##### Data for processing #####
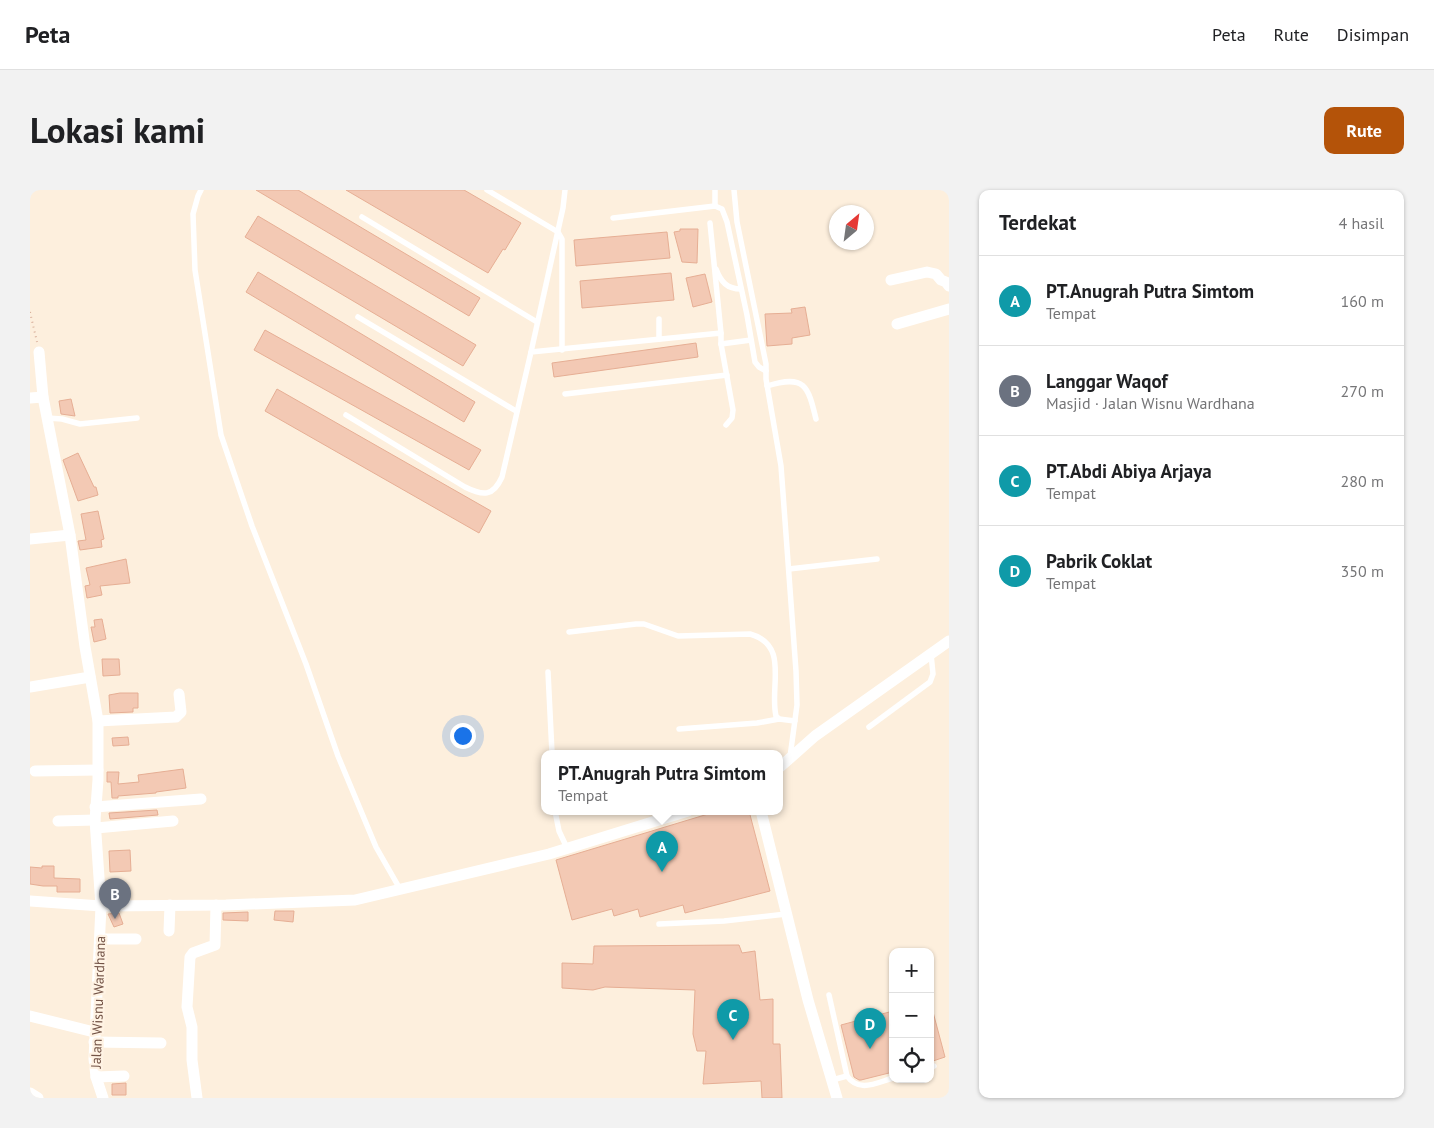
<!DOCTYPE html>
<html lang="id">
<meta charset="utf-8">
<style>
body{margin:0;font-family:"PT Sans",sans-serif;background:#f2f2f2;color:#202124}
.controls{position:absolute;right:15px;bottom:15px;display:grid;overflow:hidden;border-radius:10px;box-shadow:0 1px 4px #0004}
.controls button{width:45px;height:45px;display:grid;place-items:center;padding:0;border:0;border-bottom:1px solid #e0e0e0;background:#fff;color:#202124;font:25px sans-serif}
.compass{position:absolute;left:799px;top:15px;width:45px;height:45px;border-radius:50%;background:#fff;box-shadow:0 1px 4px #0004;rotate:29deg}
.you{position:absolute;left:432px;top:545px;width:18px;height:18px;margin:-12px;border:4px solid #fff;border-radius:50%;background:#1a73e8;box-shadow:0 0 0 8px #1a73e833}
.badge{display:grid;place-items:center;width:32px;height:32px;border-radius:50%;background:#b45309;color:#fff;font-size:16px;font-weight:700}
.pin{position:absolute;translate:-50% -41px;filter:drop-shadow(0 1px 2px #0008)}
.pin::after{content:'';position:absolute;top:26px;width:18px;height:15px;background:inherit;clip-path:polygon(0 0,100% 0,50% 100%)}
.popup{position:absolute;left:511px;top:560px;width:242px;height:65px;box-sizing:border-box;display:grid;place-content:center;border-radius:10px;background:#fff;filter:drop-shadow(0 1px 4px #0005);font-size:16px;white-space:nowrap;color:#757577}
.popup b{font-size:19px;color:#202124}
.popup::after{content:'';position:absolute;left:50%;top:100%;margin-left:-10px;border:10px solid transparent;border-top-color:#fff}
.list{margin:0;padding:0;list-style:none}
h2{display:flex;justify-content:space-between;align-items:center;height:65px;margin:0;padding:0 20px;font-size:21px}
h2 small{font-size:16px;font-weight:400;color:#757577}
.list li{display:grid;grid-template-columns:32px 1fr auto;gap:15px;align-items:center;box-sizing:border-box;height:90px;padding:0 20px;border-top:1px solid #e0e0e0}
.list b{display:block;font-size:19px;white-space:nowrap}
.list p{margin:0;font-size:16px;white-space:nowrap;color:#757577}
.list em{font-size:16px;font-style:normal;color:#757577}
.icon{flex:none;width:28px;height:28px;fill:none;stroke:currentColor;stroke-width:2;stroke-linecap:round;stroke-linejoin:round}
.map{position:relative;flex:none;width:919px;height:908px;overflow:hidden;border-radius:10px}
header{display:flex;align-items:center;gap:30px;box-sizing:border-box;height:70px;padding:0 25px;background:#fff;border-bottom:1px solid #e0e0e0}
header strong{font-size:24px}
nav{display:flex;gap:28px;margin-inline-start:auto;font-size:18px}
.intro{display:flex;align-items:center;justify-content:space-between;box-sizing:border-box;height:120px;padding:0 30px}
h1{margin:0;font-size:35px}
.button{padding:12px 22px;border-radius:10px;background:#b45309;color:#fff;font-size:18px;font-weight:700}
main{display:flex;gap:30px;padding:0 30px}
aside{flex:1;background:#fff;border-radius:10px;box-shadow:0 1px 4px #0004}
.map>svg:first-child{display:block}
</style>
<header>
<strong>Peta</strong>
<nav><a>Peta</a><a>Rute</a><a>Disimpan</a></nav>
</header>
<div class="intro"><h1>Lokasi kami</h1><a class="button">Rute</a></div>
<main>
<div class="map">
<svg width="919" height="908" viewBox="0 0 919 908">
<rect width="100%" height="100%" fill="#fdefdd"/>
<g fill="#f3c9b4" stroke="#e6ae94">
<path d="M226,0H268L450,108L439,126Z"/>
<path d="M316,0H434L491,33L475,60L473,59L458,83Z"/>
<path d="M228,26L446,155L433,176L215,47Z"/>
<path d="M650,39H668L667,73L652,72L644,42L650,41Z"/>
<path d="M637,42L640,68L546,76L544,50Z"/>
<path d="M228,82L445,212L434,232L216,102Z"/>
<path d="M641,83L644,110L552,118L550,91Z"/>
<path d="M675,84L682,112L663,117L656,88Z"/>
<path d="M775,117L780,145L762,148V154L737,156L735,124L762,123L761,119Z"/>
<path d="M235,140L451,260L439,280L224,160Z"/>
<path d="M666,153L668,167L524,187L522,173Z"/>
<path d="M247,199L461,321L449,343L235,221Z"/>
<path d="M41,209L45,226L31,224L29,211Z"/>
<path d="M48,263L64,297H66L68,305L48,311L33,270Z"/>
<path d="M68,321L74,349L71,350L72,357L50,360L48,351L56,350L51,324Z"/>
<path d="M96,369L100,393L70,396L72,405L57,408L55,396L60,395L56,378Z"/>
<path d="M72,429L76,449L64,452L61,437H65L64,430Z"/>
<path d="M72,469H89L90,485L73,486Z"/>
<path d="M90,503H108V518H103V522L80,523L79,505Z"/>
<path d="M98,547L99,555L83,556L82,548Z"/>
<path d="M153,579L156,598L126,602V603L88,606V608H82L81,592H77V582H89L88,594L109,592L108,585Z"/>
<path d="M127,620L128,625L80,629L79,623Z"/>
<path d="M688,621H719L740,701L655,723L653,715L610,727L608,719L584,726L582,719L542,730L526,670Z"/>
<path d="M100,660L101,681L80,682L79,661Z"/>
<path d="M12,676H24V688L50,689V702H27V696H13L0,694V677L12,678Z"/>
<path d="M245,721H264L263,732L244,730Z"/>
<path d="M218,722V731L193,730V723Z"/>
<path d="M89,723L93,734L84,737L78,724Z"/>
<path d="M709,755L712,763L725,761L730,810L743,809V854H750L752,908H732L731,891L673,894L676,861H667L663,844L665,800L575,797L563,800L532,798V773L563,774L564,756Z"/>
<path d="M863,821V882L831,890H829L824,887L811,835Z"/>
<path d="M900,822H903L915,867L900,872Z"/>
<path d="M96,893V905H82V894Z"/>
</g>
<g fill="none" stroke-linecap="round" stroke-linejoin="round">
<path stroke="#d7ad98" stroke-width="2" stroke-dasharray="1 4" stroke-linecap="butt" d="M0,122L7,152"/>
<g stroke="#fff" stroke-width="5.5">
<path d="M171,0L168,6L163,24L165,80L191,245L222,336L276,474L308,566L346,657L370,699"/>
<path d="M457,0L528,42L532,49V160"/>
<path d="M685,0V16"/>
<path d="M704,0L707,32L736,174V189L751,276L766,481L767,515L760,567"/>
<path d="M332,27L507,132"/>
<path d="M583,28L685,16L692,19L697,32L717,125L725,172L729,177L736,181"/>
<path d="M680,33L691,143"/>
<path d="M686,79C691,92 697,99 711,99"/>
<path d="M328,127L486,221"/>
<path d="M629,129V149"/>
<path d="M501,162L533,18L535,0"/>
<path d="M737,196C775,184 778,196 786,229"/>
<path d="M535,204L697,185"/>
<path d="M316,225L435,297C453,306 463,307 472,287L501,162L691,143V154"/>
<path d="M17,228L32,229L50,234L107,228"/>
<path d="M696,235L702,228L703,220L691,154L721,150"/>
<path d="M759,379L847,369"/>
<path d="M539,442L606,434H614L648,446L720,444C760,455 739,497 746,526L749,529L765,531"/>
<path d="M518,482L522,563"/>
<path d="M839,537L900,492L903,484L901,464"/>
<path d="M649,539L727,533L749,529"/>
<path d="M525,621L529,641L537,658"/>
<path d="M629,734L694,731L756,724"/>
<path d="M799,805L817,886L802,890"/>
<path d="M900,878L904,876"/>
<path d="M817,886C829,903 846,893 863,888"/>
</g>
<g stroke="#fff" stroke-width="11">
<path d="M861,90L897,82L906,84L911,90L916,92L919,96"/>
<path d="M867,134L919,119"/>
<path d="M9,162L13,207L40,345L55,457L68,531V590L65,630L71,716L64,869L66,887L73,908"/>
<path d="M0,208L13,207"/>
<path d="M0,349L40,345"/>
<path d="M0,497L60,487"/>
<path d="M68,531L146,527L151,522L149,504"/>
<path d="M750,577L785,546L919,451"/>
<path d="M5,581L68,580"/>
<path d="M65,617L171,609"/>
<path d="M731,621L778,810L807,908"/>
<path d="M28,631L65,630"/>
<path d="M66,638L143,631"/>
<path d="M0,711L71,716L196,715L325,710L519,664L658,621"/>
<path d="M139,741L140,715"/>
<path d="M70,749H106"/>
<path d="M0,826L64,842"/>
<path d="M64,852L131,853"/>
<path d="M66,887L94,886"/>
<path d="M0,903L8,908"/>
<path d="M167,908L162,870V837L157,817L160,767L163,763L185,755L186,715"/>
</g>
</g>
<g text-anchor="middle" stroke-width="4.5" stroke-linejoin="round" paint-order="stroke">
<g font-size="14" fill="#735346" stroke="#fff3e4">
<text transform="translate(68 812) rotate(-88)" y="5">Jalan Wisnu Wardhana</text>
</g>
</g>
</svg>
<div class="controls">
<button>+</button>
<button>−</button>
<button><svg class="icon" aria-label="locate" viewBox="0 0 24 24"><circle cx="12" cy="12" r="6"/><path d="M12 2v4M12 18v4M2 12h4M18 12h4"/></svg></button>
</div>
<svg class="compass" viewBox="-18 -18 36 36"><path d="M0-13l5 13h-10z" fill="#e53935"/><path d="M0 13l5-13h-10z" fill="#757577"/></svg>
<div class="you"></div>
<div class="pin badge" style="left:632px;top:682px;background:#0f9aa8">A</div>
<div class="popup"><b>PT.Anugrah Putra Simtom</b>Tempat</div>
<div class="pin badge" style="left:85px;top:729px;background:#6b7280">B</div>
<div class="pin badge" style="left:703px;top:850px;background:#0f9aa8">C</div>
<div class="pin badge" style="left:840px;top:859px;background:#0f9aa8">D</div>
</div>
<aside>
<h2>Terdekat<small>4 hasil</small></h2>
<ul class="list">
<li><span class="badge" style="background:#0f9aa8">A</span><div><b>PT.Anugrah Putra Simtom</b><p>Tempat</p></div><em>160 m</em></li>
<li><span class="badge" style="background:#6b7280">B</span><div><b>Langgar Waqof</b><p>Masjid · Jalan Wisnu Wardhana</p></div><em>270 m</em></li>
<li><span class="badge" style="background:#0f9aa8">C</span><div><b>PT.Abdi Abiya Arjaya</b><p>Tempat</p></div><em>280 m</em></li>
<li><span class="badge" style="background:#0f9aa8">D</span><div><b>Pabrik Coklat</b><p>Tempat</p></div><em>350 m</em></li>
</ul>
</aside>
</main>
#####
Task details:
Whenever a line in the entries holds the word "after", copy that line.

Output of the task:
.pin::after{content:'';position:absolute;top:26px;width:18px;height:15px;background:inherit;clip-path:polygon(0 0,100% 0,50% 100%)}
.popup::after{content:'';position:absolute;left:50%;top:100%;margin-left:-10px;border:10px solid transparent;border-top-color:#fff}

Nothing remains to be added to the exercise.